The Stanley Parable (deconstruction of what it is to play a game. It starts with a third person narration of your character being at work, pushing buttons all day without being quite sure why, and proceeds into multiple endings that deconstruct reality in quite creative ways that sometimes break the fourth wall)

Braid (Mario clone, but you can rewind time and there's a story line that riffs on the old Mario memes but uses them as a metaphor for the atomic bomb)

Dragon Age: Origins (DnD based game with excessively fiddly combat but a fairly massive branching story line, asking the user to make many moral choices, with outcomes ranging from mostly happy to everybody dies)

Portal I and II (notable for their sci-fi dystopian narrator GlaDOS, who is voice acted by an opera singer who plays a computer that has gone insane)

A lot of what computer games do as an art form is fundamentally different than other genres - their chief advantage is interactivity, which is something we haven't known what to do with in art very much prior to this, other than a handful of plays that break the fourth wall.

This interactivity allows for experiments in the concept of community and alternative models of fairness and social status. The reason I still would qualify these as art is that they are exploring these spaces in a non-systematic and intuitive manner rather than an academic one.

This puts MMOs at the top of the medium as an example of what games can do to explore the human condition. They can be life-consuming and addictive, but they explore alternative identities, economies, and social systems in a way and on a scale that no purely intellectual endeavor detached from real economic and political consequences has ever done before. As to what we take from this, I'm not sure other than World of Warcraft has taught me how naive libertarian economics can be given how completely a player was able to take over the entire server economy on one server by just buying low and selling high until his economic advantage was sufficient to control the market.

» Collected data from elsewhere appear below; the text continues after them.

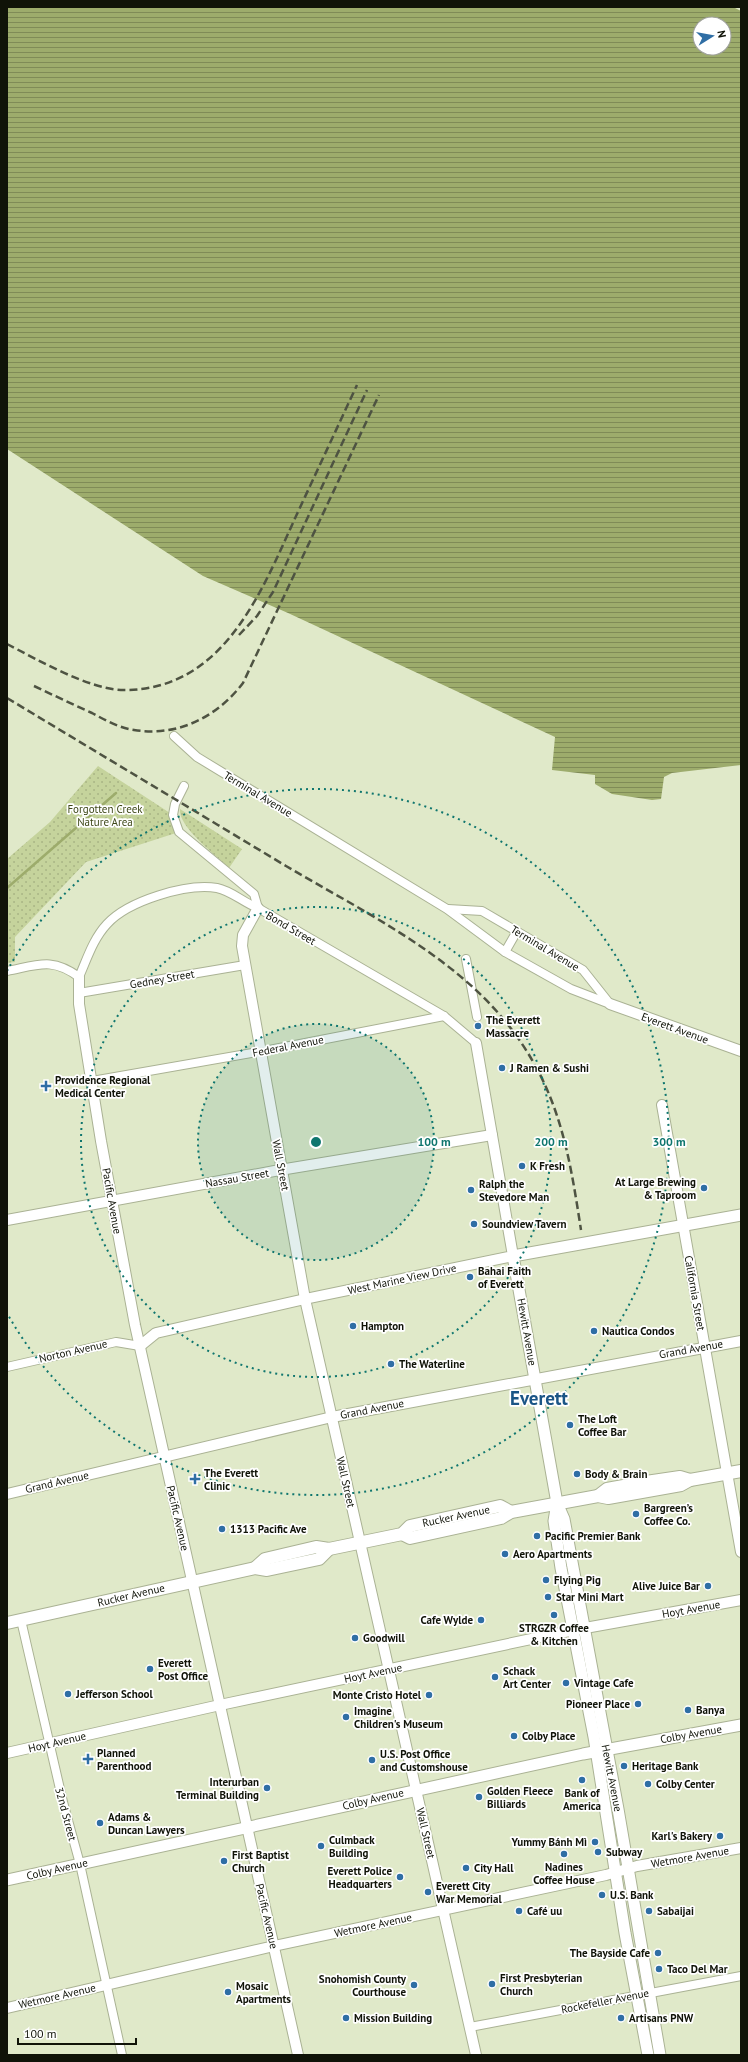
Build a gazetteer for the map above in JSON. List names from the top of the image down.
{
  "streets": {
    "main road": [
      "West Marine View Drive",
      "Hewitt Avenue",
      "Rucker Avenue",
      "Colby Avenue"
    ],
    "street": [
      "Terminal Avenue",
      "Bond Street",
      "Gedney Street",
      "Everett Avenue",
      "Federal Avenue",
      "Wall Street",
      "Nassau Street",
      "Pacific Avenue",
      "California Street",
      "Grand Avenue",
      "Norton Avenue",
      "Hoyt Avenue",
      "32nd Street",
      "Wetmore Avenue",
      "Rockefeller Avenue"
    ]
  },
  "crossings": [
    ["Terminal Avenue", "Everett Avenue"],
    ["Bond Street", "Federal Avenue"],
    ["Bond Street", "Wall Street"],
    ["Gedney Street", "Wall Street"],
    ["Gedney Street", "Pacific Avenue"],
    ["Federal Avenue", "Wall Street"],
    ["Federal Avenue", "Pacific Avenue"],
    ["Wall Street", "Nassau Street"],
    ["Wall Street", "West Marine View Drive"],
    ["Wall Street", "Grand Avenue"],
    ["Wall Street", "Rucker Avenue"],
    ["Wall Street", "Hoyt Avenue"],
    ["Wall Street", "Colby Avenue"],
    ["Wall Street", "Wetmore Avenue"],
    ["Wall Street", "Rockefeller Avenue"],
    ["Nassau Street", "Pacific Avenue"],
    ["Nassau Street", "Hewitt Avenue"],
    ["Pacific Avenue", "West Marine View Drive"],
    ["Pacific Avenue", "Grand Avenue"],
    ["Pacific Avenue", "Norton Avenue"],
    ["Pacific Avenue", "Rucker Avenue"],
    ["Pacific Avenue", "Hoyt Avenue"],
    ["Pacific Avenue", "Colby Avenue"],
    ["Pacific Avenue", "Wetmore Avenue"],
    ["West Marine View Drive", "California Street"],
    ["West Marine View Drive", "Hewitt Avenue"],
    ["West Marine View Drive", "Norton Avenue"],
    ["California Street", "Grand Avenue"],
    ["California Street", "Rucker Avenue"],
    ["Hewitt Avenue", "Grand Avenue"],
    ["Hewitt Avenue", "Rucker Avenue"],
    ["Hewitt Avenue", "Hoyt Avenue"],
    ["Hewitt Avenue", "Colby Avenue"],
    ["Hewitt Avenue", "Wetmore Avenue"],
    ["Hewitt Avenue", "Rockefeller Avenue"],
    ["Rucker Avenue", "32nd Street"],
    ["Hoyt Avenue", "32nd Street"],
    ["Colby Avenue", "32nd Street"],
    ["32nd Street", "Wetmore Avenue"]
  ],
  "districts": ["Everett"],
  "parks": ["Forgotten Creek Nature Area"],
  "places": {
    "other": [
      "The Everett Massacre",
      "J Ramen & Sushi",
      "K Fresh",
      "At Large Brewing & Taproom",
      "Ralph the Stevedore Man",
      "Soundview Tavern",
      "Bahai Faith of Everett",
      "Hampton",
      "Nautica Condos",
      "The Waterline",
      "The Loft Coffee Bar",
      "Body & Brain",
      "Bargreen’s Coffee Co.",
      "1313 Pacific Ave",
      "Pacific Premier Bank",
      "Aero Apartments",
      "Flying Pig",
      "Alive Juice Bar",
      "Star Mini Mart",
      "STRGZR Coffee & Kitchen",
      "Cafe Wylde",
      "Goodwill",
      "Everett Post Office",
      "Schack Art Center",
      "Vintage Cafe",
      "Jefferson School",
      "Monte Cristo Hotel",
      "Pioneer Place",
      "Banya",
      "Imagine Children's Museum",
      "Colby Place",
      "U.S. Post Office and Customshouse",
      "Heritage Bank",
      "Bank of America",
      "Colby Center",
      "Interurban Terminal Building",
      "Golden Fleece Billiards",
      "Adams & Duncan Lawyers",
      "Karl's Bakery",
      "Yummy Bánh Mì",
      "Culmback Building",
      "Subway",
      "Nadines Coffee House",
      "First Baptist Church",
      "City Hall",
      "Everett Police Headquarters",
      "Everett City War Memorial",
      "U.S. Bank",
      "Café uu",
      "Sabaijai",
      "The Bayside Cafe",
      "Taco Del Mar",
      "First Presbyterian Church",
      "Snohomish County Courthouse",
      "Mosaic Apartments",
      "Mission Building",
      "Artisans PNW"
    ],
    "health": ["Providence Regional Medical Center", "The Everett Clinic", "Planned Parenthood"]
  },
  "scale_bar": "100 m",
  "north": "right",
  "rings": ["100 m", "200 m", "300 m"]
}
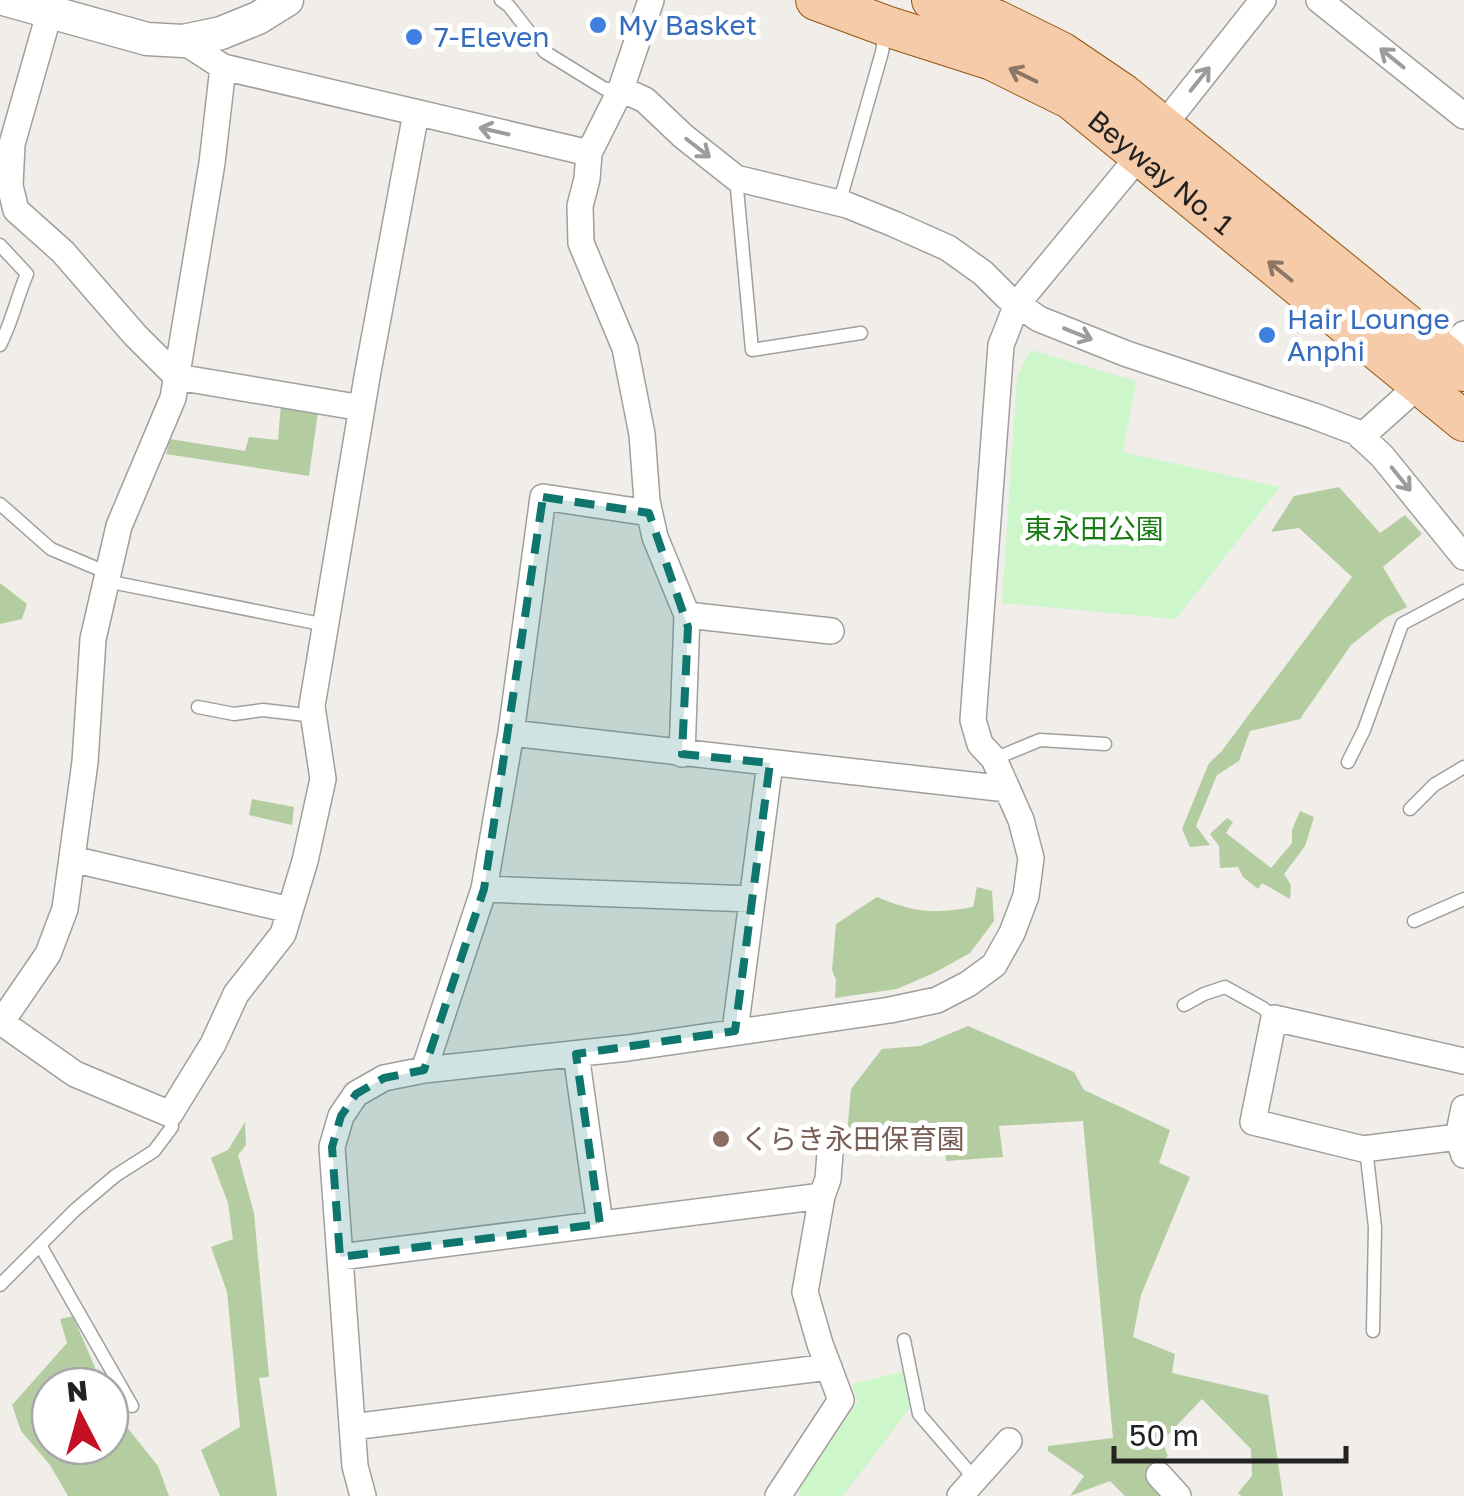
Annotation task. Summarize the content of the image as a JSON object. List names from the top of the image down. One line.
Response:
{"streets":{"main road":["Beyway No. 1"]},"parks":["東永田公園"],"places":["My Basket","7-Eleven","Hair Lounge Anphi","くらき永田保育園"],"scale_bar":"50 m","north":"top"}
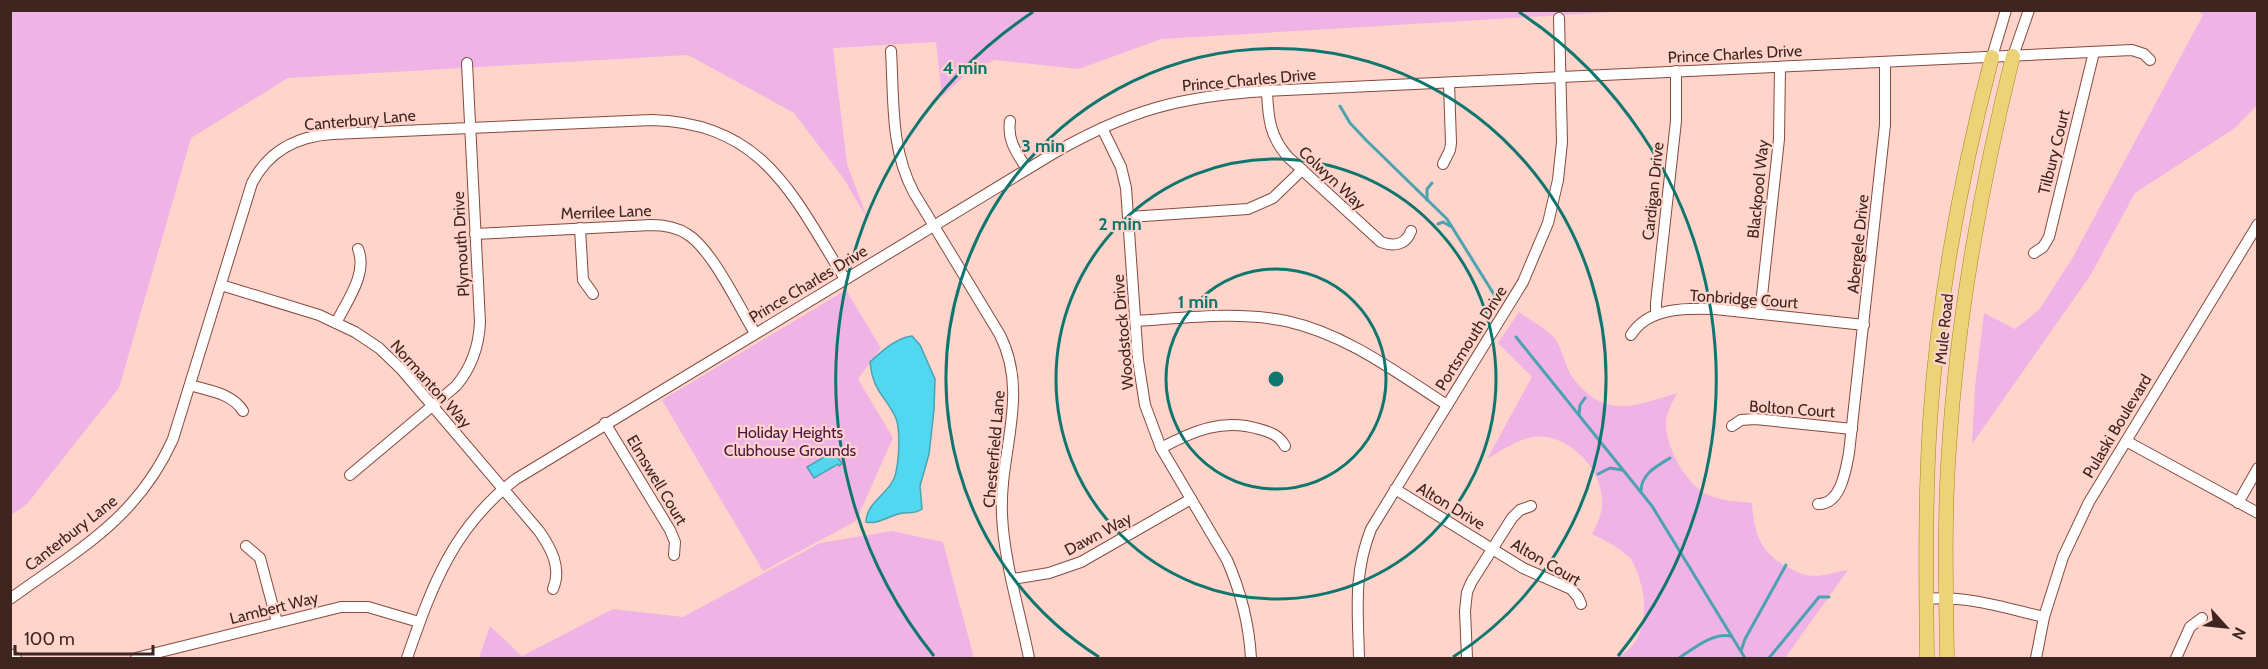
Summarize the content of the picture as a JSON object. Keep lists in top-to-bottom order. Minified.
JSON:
{"streets":{"main road":["Mule Road"],"street":["Prince Charles Drive","Canterbury Lane","Tilbury Court","Colwyn Way","Blackpool Way","Cardigan Drive","Merrilee Lane","Plymouth Drive","Abergele Drive","Tonbridge Court","Woodstock Drive","Portsmouth Drive","Normanton Way","Bolton Court","Pulaski Boulevard","Chesterfield Lane","Elmswell Court","Alton Drive","Dawn Way","Alton Court","Lambert Way"]},"crossings":[["Prince Charles Drive","Canterbury Lane"],["Prince Charles Drive","Tilbury Court"],["Prince Charles Drive","Colwyn Way"],["Prince Charles Drive","Blackpool Way"],["Prince Charles Drive","Cardigan Drive"],["Prince Charles Drive","Merrilee Lane"],["Prince Charles Drive","Abergele Drive"],["Prince Charles Drive","Mule Road"],["Prince Charles Drive","Woodstock Drive"],["Prince Charles Drive","Portsmouth Drive"],["Prince Charles Drive","Normanton Way"],["Prince Charles Drive","Chesterfield Lane"],["Prince Charles Drive","Elmswell Court"],["Prince Charles Drive","Lambert Way"],["Canterbury Lane","Plymouth Drive"],["Canterbury Lane","Normanton Way"],["Blackpool Way","Tonbridge Court"],["Cardigan Drive","Tonbridge Court"],["Merrilee Lane","Plymouth Drive"],["Plymouth Drive","Normanton Way"],["Abergele Drive","Tonbridge Court"],["Abergele Drive","Bolton Court"],["Woodstock Drive","Dawn Way"],["Portsmouth Drive","Alton Drive"],["Chesterfield Lane","Dawn Way"],["Alton Drive","Alton Court"]],"parks":["Holiday Heights Clubhouse Grounds"],"scale_bar":"100 m","north":"bottom right","rings":["4 min","3 min","2 min","1 min"]}
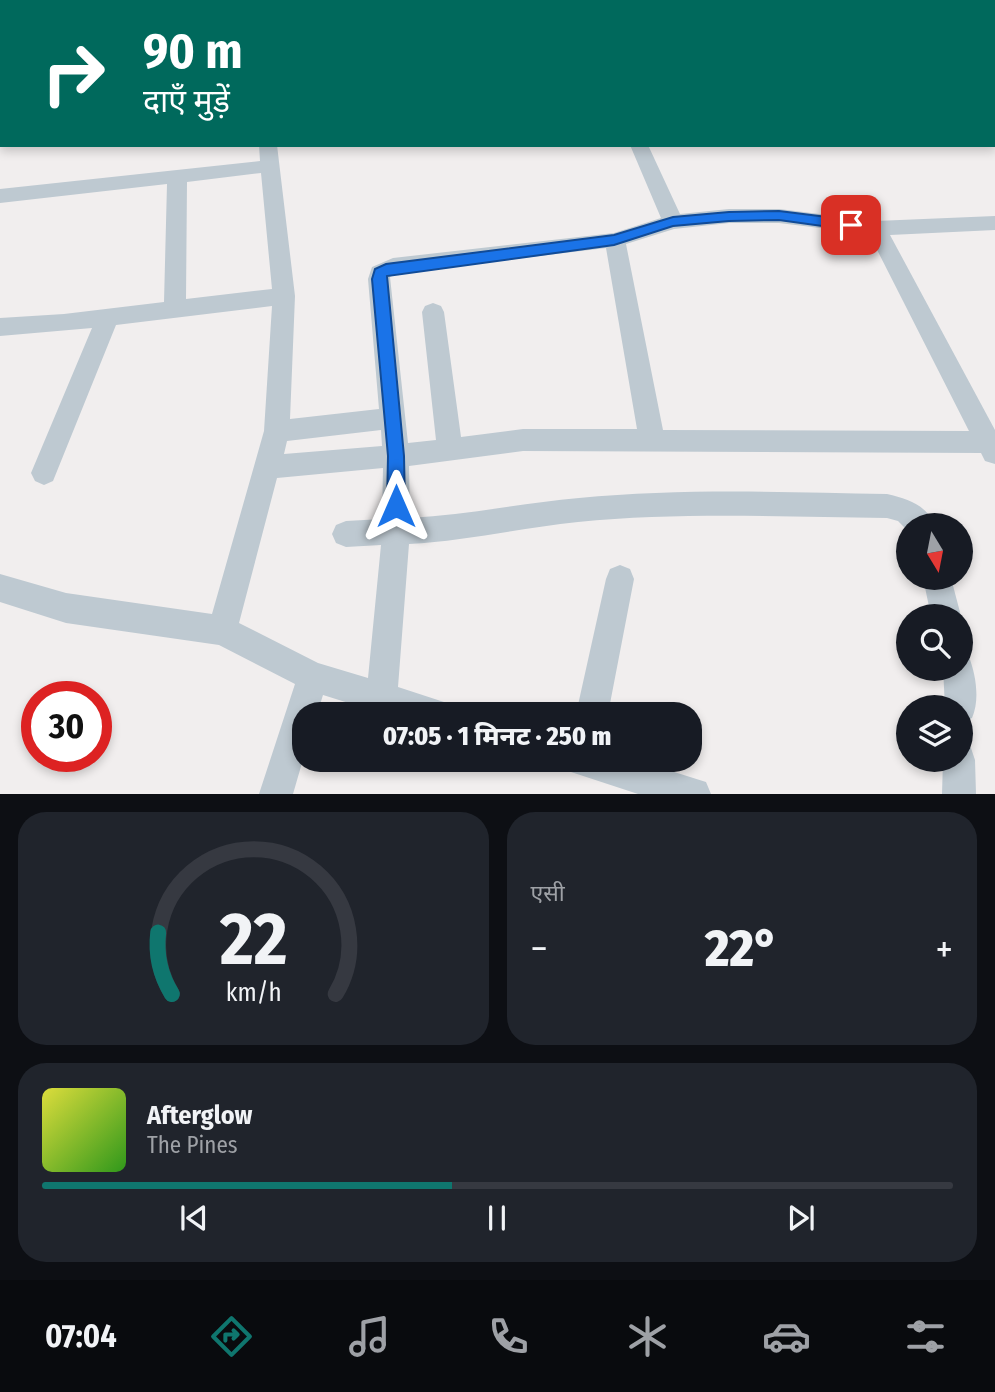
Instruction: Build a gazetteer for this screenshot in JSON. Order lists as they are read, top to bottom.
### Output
{
  "north": "bottom",
  "page": {
    "turn": ["90 m", "दाएँ मुड़ें"],
    "limit": "30",
    "trip": "07:05 · 1 मिनट · 250 m",
    "tile": "एसी",
    "heat": ["−", "22°", "+"],
    "song": ["Afterglow", "The Pines"],
    "tabs": "07:04",
    "gauge": ["22", "km/h"]
  }
}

Yeah like I said in another comment, I'm really not trying to deny the validity or value of individual games or anything like that. Portal is brilliant, and I really liked DA:O (though not quite as much as Baldur's Gate or Pillars of Eternity). I just think that the Shakespeare of the video game medium, whatever form that would even take, hasn't been born yet.


Portal may be ok puzzle, but I just really fail to see that as some kind high art equivalent. I mean, it is fun for enough people for me to be sure it is something valuable, but calling it "exploring human condition" would be a massive stretch.

It is enjoyable puzzle that was big deal when puzzles like that were rare. But it is not a game you will show next generation of children so that they learn something about human condition or some such.


Yeah, that's fair. But I'd put it in the category of like sci-fi movies (she's obviously based on Hal from 2001), and Portal 2 has movie-equivalent levels of storyline.

I think it's an art form in its infancy, and that different arts have different levels of both time spent and depth of understanding gained by taking them in. How much does a painting teach you about the human condition?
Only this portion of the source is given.